La mise sous tension du régime des auto-entrepreneurs relatif à la franchise en base de TVA vient de connaître un rebondissement : les députés ont écarté la réforme souhaitée par le gouvernement, évitant ainsi pour l’heure un changement brutal des seuils. Ce revirement éclaire à la fois les enjeux fiscaux pour les micro-entreprises et les attentes toujours vives des Français en matière de baisse des dépenses publiques.
Auto-entrepreneurs : les députés enterrent la réforme de la TVA

Le 3 novembre 2025, les auto-entrepreneurs ont obtenu un sursis fiscal avec la promulgation de la loi n° 2025-1044 visant à garantir un cadre fiscal stable, juste et lisible pour les micro-entreprises. Cette loi abroge la réforme introduite par la loi de finances pour 2025, laquelle devait modifier en profondeur le régime de franchise en base de TVA. Ce revirement politique met en lumière l’influence des députés, qui ont choisi d’annuler la mesure après plusieurs mois de débats, alors même que l’exécutif défendait l’harmonisation des seuils et la hausse des recettes fiscales. Pour les auto-entrepreneurs, ce retrait ne marque pas la fin du débat, mais une pause dans une bataille réglementaire plus large autour du financement public, de la concurrence économique et du statut des travailleurs indépendants.
Pourquoi les députés ont bloqué la réforme
Les députés sont intervenus après plusieurs alertes formulées par des élus, mais aussi par des organisations représentatives du secteur. Le projet initial prévoyait un seuil unique de 25 000 euros de chiffre d’affaires annuel pour bénéficier de la franchise en base de TVA, remplaçant deux seuils distincts : 37 500 euros pour les prestations de services et 85 000 euros pour la vente de biens. Selon plusieurs sources parlementaires, cette réforme aurait concerné environ 2,1 millions de petites entreprises, soit un vaste pan des indépendants et commerçants opérant sous le statut de la micro-entreprise.

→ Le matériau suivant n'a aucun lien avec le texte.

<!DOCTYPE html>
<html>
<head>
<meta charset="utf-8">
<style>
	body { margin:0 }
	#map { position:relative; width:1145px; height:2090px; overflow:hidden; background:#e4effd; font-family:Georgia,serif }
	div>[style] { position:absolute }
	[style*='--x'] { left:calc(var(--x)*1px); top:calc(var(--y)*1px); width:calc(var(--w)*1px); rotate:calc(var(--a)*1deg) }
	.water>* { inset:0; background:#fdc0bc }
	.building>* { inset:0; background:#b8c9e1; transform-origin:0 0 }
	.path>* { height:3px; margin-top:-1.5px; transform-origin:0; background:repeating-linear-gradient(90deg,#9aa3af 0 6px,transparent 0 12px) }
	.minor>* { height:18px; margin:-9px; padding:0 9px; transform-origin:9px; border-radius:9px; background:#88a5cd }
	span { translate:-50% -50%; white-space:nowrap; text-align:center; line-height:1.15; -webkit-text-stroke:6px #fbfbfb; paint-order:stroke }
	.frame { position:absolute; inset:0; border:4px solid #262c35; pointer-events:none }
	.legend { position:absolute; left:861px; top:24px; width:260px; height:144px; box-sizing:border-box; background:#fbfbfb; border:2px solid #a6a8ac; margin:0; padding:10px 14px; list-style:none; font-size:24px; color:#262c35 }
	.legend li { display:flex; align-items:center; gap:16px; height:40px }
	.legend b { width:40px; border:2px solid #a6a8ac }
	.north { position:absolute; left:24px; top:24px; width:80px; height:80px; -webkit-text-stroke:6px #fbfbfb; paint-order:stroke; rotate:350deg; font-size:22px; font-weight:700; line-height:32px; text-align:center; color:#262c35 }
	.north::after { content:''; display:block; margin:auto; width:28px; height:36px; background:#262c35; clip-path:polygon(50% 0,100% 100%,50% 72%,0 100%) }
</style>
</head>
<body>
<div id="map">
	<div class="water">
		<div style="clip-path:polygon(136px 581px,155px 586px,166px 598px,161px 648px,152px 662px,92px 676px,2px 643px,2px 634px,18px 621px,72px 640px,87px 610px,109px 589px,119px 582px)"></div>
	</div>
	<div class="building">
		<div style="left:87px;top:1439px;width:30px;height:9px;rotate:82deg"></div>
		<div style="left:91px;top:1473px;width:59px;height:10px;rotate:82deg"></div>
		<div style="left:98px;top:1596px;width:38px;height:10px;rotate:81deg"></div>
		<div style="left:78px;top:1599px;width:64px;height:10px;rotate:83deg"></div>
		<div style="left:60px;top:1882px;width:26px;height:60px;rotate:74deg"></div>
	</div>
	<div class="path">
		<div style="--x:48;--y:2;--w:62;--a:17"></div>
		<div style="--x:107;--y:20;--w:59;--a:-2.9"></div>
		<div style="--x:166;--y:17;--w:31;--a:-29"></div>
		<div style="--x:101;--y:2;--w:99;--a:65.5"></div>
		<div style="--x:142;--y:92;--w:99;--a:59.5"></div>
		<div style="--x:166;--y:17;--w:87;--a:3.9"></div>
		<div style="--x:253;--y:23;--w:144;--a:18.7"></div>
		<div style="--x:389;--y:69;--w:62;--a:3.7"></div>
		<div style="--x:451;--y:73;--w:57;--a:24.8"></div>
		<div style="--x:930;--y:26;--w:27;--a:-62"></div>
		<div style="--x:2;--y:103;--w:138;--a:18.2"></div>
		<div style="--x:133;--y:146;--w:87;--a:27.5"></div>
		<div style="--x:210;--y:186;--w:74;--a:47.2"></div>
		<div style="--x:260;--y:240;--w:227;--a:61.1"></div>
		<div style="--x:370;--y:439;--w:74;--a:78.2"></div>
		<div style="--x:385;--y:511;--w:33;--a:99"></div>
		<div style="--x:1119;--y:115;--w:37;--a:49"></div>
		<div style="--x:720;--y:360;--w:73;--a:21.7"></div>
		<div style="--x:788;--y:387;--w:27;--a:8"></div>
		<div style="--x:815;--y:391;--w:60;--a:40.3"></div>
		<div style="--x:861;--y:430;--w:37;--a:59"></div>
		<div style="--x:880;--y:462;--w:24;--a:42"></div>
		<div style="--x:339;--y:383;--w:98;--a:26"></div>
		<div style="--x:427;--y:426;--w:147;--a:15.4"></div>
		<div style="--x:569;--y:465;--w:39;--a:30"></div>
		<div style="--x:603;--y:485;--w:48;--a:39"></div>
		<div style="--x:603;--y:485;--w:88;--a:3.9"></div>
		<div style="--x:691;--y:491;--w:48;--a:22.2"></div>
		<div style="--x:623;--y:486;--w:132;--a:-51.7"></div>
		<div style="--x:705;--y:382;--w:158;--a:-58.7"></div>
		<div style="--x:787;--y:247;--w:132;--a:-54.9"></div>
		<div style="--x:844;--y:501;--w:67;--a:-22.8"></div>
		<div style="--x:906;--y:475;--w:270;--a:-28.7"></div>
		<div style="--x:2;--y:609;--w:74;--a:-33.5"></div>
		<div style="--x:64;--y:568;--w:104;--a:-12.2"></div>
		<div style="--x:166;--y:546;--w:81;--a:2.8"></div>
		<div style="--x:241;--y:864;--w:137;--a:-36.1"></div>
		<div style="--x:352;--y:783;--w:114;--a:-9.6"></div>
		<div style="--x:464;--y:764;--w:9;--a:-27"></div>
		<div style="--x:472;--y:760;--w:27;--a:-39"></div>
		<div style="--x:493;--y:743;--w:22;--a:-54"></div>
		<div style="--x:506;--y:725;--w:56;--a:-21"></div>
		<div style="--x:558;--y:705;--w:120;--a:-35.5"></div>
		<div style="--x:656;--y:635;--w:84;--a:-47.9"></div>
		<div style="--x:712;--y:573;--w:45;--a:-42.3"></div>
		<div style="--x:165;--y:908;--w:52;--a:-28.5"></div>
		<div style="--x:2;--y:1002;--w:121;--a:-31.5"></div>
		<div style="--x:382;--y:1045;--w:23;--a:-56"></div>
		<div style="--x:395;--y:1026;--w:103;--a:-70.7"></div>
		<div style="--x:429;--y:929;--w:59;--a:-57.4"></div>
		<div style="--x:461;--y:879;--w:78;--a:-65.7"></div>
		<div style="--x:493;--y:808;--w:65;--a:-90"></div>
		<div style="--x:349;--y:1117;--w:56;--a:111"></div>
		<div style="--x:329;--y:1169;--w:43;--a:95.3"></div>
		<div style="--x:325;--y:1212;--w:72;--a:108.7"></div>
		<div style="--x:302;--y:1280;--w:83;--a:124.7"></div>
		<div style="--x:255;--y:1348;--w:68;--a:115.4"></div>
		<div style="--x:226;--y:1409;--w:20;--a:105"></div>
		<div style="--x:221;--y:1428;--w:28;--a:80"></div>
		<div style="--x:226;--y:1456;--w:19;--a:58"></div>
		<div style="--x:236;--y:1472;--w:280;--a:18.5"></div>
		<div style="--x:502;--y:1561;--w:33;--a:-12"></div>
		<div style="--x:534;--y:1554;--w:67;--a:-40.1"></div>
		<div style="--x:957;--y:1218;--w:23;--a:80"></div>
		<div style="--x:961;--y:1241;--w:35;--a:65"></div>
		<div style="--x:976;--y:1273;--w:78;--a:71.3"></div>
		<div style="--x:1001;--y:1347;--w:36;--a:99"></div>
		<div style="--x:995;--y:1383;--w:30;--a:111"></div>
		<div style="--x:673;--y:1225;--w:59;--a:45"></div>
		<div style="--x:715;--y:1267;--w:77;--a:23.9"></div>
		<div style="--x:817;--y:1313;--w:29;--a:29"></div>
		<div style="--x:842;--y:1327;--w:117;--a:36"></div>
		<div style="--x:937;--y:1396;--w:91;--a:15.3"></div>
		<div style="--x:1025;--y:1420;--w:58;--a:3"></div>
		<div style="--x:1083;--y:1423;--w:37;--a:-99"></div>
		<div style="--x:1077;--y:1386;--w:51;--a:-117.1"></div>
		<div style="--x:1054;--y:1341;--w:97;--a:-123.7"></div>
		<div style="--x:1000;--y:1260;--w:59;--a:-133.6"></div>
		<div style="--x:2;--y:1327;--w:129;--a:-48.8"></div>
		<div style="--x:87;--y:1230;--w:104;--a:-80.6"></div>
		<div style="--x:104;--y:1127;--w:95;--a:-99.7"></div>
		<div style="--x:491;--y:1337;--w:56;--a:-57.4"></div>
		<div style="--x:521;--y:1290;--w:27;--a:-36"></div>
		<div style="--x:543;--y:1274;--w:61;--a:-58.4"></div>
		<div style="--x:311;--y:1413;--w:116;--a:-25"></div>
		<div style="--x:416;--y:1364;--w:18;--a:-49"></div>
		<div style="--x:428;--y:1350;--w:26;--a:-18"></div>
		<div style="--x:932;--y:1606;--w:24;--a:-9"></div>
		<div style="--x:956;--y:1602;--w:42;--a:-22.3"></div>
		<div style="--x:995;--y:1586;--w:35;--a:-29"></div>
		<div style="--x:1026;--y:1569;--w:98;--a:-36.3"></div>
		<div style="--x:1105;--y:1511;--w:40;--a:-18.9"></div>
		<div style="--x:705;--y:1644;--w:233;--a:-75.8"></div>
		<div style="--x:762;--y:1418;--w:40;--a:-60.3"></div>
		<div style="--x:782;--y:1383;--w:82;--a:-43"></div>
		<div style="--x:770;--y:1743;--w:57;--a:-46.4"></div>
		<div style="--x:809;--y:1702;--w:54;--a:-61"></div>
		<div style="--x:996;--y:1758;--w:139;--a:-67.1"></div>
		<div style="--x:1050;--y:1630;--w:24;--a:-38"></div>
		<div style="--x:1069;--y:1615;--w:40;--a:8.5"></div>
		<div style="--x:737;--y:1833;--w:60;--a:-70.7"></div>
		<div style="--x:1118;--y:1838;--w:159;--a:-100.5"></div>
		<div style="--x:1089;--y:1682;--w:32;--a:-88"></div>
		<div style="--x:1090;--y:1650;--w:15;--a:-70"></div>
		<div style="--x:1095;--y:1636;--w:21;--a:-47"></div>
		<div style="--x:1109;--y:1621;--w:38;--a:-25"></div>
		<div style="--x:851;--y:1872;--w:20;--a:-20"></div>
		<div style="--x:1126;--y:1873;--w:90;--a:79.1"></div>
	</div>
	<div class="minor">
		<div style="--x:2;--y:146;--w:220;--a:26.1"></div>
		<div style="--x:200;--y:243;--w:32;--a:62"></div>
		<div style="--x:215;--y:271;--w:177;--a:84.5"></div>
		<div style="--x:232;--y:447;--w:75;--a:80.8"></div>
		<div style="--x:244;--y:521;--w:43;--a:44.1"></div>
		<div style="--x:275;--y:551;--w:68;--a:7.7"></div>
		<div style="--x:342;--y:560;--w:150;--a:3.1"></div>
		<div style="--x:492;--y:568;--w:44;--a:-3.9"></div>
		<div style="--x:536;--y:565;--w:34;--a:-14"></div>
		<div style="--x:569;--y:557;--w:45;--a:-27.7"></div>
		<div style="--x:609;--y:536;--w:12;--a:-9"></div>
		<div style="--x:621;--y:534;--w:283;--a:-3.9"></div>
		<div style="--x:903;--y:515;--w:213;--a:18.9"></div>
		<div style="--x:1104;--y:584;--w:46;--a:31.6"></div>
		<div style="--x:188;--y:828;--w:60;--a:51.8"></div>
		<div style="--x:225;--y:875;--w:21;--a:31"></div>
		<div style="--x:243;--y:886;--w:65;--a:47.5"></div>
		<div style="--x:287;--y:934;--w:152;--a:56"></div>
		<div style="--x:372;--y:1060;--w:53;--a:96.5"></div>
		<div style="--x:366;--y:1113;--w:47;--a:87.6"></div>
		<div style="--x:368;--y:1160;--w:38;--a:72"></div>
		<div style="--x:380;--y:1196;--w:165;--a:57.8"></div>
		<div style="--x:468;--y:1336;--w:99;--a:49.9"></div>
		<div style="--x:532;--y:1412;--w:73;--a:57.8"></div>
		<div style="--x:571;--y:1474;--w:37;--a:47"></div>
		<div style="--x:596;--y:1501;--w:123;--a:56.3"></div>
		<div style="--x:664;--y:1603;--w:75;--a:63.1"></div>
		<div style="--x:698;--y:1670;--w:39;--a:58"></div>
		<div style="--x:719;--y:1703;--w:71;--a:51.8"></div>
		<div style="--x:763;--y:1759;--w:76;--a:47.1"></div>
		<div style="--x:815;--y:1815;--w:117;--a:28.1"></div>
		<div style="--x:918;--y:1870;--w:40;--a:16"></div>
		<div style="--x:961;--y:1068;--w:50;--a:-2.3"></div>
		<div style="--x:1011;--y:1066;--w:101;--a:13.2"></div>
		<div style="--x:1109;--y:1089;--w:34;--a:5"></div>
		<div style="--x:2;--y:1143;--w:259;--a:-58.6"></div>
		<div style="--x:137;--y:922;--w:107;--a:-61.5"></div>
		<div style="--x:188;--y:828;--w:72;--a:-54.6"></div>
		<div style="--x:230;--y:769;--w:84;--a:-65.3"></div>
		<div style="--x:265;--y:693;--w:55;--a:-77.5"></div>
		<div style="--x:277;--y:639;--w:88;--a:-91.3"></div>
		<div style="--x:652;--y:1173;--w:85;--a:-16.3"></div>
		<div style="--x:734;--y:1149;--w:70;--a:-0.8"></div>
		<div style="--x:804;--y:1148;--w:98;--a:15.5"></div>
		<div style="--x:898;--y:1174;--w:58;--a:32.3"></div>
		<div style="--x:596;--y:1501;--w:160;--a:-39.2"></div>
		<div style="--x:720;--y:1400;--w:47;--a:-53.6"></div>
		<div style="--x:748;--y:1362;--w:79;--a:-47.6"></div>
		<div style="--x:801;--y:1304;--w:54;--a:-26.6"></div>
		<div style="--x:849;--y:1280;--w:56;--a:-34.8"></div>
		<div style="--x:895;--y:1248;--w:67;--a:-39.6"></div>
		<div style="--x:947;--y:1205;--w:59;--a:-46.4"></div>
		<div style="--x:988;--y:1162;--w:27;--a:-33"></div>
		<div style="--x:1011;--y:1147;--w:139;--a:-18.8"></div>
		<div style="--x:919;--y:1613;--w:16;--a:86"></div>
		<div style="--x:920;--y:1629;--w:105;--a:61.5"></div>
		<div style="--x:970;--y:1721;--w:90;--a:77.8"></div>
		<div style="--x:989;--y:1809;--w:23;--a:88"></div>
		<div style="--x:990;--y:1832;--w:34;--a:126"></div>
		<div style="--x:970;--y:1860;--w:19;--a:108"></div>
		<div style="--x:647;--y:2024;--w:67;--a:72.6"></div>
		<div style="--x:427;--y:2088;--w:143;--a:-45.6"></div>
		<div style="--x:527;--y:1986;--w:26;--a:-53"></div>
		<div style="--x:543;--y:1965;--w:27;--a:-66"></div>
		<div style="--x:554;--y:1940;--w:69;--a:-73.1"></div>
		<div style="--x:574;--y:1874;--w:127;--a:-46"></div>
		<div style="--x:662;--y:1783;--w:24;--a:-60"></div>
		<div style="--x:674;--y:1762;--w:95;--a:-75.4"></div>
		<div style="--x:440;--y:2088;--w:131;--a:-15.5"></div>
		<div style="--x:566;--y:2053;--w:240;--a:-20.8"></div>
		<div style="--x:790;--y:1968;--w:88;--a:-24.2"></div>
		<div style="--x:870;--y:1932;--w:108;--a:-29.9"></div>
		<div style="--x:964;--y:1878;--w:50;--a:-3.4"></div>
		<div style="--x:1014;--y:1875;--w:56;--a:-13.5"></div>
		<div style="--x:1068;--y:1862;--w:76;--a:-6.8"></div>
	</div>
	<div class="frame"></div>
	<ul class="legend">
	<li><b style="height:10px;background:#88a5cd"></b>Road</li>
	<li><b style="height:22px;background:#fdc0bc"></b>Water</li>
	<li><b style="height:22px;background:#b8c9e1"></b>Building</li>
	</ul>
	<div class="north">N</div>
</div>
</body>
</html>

Face à l’ampleur du public touché, les parlementaires ont dénoncé une mesure précipitée. La sénatrice Nathalie Goulet l’a qualifiée de « cas d’école », affirmant qu’il s’agissait d’une réforme « élaborée au doigt mouillé » et nécessitant désormais une « rustine ». Ce jugement reflète la critique dominante : une réforme perçue comme techniquement mal calibrée, risquant de fragiliser les indépendants les plus modestes au moment où l’inflation et le ralentissement de la croissance compliquent leur trésorerie. Pour les députés, le rejet permet donc de préserver la simplicité administrative, considérée comme la pierre angulaire du succès du régime créé en 2009.

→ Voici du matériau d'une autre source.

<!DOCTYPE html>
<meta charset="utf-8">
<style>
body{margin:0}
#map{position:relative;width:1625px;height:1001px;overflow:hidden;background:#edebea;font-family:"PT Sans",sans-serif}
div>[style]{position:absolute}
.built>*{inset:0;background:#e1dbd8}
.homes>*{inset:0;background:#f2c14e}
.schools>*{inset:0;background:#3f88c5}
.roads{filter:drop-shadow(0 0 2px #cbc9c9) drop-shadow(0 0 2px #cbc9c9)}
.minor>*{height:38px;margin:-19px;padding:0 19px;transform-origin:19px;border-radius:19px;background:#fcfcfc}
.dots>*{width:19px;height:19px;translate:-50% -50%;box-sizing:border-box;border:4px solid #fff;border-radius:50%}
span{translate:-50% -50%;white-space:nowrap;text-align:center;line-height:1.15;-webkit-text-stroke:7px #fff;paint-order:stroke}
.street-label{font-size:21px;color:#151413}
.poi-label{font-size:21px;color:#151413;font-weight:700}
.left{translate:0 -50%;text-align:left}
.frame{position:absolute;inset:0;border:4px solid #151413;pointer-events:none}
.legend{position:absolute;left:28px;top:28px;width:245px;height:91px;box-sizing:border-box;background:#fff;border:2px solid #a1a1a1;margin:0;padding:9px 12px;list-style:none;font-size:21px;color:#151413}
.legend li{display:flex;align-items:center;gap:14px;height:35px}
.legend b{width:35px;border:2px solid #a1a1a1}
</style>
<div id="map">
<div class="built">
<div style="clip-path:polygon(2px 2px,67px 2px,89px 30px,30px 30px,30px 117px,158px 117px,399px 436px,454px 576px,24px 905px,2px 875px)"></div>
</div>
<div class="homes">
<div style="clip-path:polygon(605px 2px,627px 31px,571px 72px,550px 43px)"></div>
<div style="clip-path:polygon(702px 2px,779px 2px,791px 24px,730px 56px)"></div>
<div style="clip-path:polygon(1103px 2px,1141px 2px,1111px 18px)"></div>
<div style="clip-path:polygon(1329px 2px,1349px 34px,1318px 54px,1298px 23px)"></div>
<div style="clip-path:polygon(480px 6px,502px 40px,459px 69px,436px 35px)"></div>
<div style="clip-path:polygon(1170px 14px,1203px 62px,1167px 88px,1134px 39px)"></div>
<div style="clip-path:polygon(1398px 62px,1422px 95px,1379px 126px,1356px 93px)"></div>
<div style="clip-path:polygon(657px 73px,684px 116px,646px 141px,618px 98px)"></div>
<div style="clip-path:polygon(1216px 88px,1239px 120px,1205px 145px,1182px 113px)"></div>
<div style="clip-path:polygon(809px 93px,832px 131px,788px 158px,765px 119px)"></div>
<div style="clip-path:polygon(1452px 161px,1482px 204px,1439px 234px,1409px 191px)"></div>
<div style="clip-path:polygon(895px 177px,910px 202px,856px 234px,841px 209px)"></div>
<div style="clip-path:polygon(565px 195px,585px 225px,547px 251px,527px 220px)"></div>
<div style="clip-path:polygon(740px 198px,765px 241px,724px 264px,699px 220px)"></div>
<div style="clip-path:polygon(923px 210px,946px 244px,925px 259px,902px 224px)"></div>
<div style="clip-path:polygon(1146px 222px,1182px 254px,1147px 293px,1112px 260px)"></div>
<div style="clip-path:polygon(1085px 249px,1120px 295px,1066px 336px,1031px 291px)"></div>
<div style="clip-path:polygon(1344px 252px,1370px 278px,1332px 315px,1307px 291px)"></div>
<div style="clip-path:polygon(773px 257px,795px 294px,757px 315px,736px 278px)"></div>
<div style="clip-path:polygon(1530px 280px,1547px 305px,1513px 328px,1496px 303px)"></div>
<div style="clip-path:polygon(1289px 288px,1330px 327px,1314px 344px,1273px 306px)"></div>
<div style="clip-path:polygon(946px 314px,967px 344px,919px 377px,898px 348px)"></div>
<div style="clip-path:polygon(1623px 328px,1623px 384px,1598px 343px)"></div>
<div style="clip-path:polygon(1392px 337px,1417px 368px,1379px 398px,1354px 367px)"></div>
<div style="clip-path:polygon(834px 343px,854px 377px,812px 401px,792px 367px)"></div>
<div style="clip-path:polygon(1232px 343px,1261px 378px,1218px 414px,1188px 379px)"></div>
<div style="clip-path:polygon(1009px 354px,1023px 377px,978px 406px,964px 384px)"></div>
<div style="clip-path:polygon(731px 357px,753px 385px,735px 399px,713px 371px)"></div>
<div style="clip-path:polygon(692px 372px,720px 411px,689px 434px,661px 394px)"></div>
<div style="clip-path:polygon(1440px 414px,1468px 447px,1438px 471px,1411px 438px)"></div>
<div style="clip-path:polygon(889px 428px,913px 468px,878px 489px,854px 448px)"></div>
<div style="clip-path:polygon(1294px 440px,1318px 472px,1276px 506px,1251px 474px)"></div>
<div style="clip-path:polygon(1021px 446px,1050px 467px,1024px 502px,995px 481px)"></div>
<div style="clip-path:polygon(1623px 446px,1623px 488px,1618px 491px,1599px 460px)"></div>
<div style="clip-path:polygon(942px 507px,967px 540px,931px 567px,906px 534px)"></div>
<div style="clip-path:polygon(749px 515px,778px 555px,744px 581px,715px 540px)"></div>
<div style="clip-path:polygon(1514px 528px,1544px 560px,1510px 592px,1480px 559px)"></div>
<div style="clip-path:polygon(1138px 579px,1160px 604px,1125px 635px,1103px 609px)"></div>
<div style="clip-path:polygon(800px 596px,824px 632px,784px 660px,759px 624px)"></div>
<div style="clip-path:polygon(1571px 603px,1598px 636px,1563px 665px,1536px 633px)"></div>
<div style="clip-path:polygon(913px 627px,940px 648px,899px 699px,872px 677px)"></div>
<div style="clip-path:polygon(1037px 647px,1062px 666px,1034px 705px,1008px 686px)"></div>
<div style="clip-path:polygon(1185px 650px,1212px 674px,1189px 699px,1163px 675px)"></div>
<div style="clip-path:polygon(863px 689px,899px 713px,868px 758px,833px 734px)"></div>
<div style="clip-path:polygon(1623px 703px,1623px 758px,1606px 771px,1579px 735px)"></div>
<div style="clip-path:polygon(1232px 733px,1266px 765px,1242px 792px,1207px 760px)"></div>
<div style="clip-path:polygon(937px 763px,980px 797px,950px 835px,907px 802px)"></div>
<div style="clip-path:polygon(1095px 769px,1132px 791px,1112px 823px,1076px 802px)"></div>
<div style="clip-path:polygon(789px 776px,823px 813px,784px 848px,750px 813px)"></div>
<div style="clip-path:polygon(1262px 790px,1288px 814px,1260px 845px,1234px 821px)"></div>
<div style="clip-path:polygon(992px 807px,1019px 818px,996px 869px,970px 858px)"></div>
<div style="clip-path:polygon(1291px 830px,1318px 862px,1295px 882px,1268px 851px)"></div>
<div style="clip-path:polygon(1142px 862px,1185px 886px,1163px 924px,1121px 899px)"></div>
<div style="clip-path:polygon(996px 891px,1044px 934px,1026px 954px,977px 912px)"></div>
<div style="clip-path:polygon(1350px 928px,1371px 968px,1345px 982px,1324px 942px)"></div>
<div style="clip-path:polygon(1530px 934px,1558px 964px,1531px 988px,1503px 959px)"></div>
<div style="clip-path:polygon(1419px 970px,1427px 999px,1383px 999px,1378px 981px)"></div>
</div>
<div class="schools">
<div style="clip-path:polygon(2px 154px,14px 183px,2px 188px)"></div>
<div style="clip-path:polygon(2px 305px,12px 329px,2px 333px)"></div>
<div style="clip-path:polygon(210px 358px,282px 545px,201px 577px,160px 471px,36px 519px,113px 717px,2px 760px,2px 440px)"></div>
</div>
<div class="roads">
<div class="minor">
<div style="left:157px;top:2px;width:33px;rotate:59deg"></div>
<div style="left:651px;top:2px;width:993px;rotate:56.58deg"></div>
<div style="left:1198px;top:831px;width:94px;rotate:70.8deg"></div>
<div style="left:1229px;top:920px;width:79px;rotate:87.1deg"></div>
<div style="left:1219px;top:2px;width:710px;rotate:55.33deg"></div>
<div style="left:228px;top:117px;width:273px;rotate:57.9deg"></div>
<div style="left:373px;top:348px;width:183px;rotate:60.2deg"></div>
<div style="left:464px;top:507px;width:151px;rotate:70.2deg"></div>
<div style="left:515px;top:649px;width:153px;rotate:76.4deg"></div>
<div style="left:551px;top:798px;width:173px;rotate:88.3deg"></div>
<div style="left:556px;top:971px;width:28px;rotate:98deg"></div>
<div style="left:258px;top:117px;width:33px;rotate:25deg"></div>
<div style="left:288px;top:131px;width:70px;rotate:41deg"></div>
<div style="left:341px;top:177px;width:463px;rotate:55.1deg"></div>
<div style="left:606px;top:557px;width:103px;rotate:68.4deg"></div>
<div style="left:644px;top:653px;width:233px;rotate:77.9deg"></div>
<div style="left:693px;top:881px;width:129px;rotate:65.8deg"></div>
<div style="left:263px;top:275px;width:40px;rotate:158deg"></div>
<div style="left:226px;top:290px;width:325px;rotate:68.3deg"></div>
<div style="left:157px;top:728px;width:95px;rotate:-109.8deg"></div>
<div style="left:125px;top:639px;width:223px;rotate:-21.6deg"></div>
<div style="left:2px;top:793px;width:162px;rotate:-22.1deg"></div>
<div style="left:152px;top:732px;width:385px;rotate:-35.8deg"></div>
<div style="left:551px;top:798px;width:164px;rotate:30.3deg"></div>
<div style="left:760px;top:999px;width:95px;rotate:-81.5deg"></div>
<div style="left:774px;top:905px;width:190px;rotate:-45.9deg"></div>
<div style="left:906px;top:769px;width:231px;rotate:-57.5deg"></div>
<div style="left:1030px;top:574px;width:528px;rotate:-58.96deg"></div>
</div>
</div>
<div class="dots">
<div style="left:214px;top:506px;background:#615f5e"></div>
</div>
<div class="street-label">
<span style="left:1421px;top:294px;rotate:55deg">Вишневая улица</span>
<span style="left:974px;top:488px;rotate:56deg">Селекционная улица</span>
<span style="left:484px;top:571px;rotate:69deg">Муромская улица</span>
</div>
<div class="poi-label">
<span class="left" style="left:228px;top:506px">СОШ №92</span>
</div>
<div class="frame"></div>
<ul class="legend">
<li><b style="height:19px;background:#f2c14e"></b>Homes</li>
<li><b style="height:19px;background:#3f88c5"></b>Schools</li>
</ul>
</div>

Ce que la réforme aurait changé pour les auto-entrepreneurs et pour l’État
L’objectif du gouvernement était double : uniformiser les seuils et rapprocher le régime micro-fiscal du régime réel, afin de limiter les effets d’aubaine et de renforcer les recettes publiques. Selon des données gouvernementales relayées par la presse économique, le gain attendu pour l’État se situait entre 400 et 780 millions d’euros par an. L’exécutif estimait que l’effort demandé était proportionné à l’essor rapide du régime, dont le nombre d’inscrits a explosé depuis 2020 avec la montée du freelancing.
Pour les auto-entrepreneurs, les conséquences auraient été immédiates : obligation de facturer la TVA plus tôt, formalités comptables accrues, ajustement des tarifs et risque de perte de compétitivité face aux entreprises restées sous seuil. Plusieurs représentants professionnels ont souligné que la simplicité du régime constitue un argument commercial essentiel pour les clients particuliers, peu enclins à payer une TVA supplémentaire sur des prestations de proximité. Le président de la Fédération nationale des auto-entrepreneurs a ainsi évoqué une « catastrophe pour l’image de la simplicité de l’auto-entreprise ».
Un débat budgétaire qui dépasse les auto-entrepreneurs
Si le gouvernement a porté cette réforme, c’est aussi pour répondre au besoin urgent de financement public, alors que les comptes de l’État sont sous pression. Le débat parlementaire s’inscrit dans un contexte où les Français réclament avant tout une baisse des dépenses publiques plutôt qu’une augmentation de la fiscalité pesant sur les ménages et les petites entreprises.
Le régime des auto-entrepreneurs reste attractif parce qu’il bénéficie d’un traitement simplifié, mais il demeure régulièrement critiqué par les artisans, les professions réglementées et certains économistes, qui y voient une concurrence déséquilibrée. À long terme, le débat pourrait ressurgir sous une forme différente : pas forcément une uniformisation brutale des seuils, mais un ajustement progressif ou sectoriel, associé à un meilleur accompagnement administratif. Quant à une diminution des taxes pour s'aligner sur le régime des auto-entrepreneurs, c'est une option que le gouvernement ne semble pas vouloir étudier.